◆ Action item
Look through the lines below and extract each one that contains "image".
(Listed entries begins)
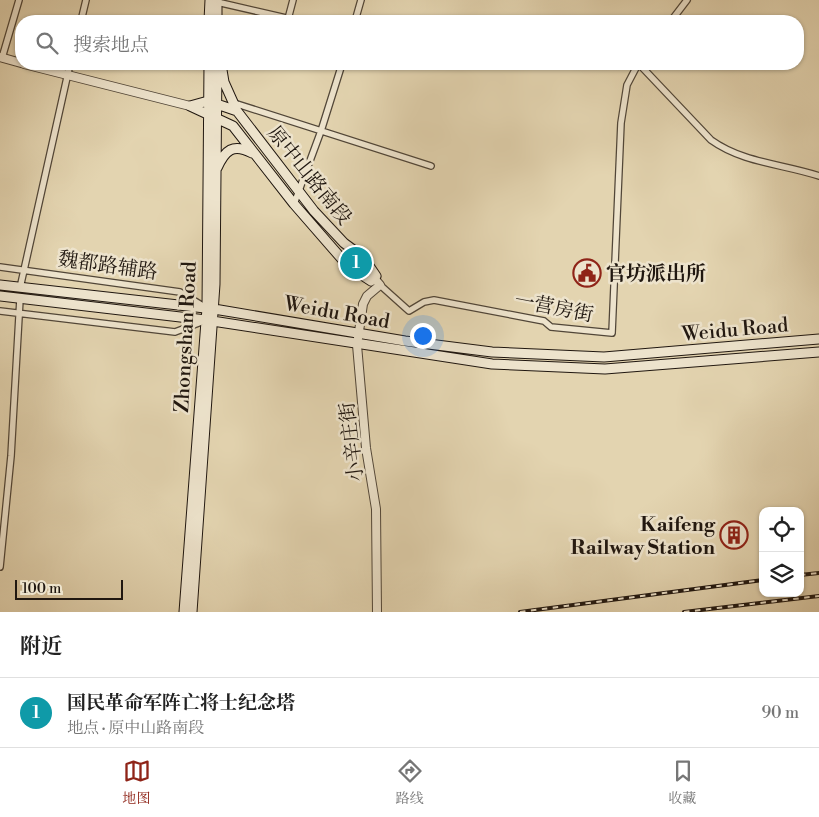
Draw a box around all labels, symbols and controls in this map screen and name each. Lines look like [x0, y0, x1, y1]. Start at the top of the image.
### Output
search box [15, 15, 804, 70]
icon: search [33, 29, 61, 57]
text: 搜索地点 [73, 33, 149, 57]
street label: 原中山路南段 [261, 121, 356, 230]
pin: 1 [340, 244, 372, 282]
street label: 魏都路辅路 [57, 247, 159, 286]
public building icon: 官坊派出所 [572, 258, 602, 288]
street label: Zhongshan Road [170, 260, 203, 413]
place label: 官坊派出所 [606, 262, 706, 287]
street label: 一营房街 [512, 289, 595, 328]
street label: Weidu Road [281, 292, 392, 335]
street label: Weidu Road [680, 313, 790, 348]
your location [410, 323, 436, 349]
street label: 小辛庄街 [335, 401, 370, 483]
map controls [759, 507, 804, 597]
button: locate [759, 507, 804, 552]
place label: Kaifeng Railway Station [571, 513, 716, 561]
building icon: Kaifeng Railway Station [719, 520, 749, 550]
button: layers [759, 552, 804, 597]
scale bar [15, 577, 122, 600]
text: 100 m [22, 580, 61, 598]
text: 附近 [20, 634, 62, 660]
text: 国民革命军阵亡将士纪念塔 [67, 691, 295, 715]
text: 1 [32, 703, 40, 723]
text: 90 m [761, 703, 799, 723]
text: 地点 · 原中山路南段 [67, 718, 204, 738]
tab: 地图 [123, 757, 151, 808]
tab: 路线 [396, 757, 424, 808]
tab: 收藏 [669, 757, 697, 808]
(Listed entries ends)
(Listed entries begins)
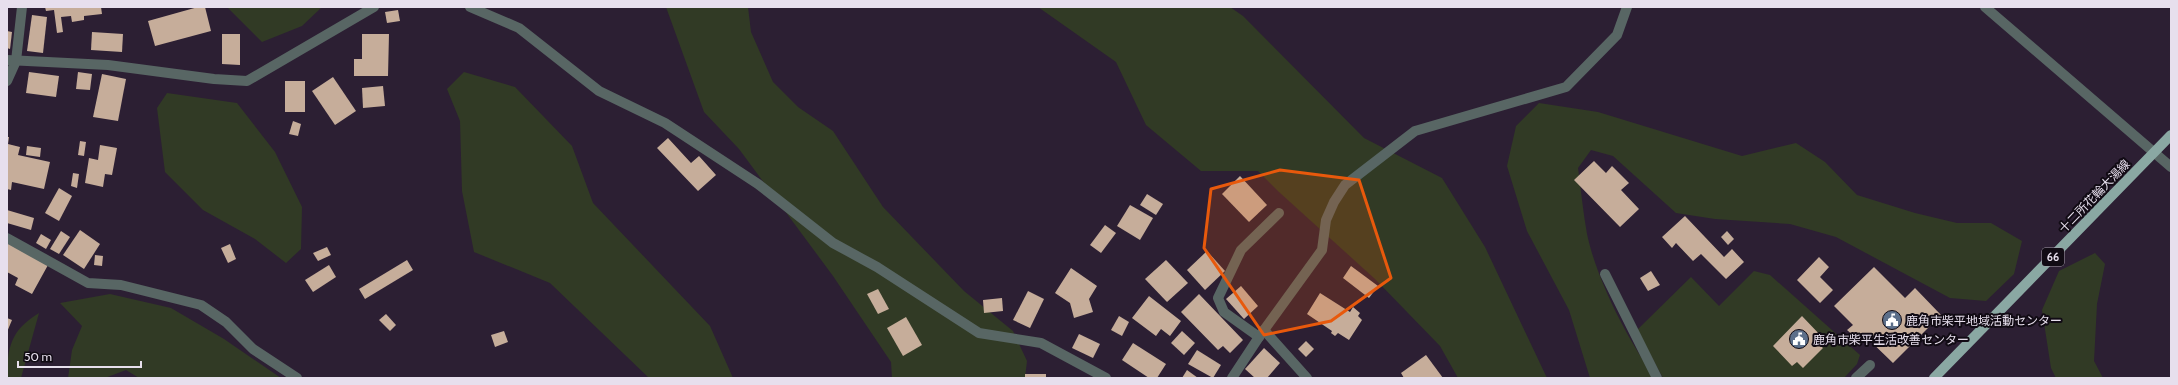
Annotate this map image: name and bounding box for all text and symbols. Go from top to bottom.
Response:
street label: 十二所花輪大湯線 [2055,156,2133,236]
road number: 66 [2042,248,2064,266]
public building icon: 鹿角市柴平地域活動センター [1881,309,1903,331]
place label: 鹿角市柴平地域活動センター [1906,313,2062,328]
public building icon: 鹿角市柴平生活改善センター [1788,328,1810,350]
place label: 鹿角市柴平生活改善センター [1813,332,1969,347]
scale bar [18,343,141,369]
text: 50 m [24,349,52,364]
(Listed entries ends)
◆ Solution for this task
Draw a box around all labels, symbols and controls in this map screen and name each. Lines look like [x0, y0, x1, y1]. Start at the top of the image.
Annotate this map image: name and bounding box for all text and symbols. Go from top to bottom.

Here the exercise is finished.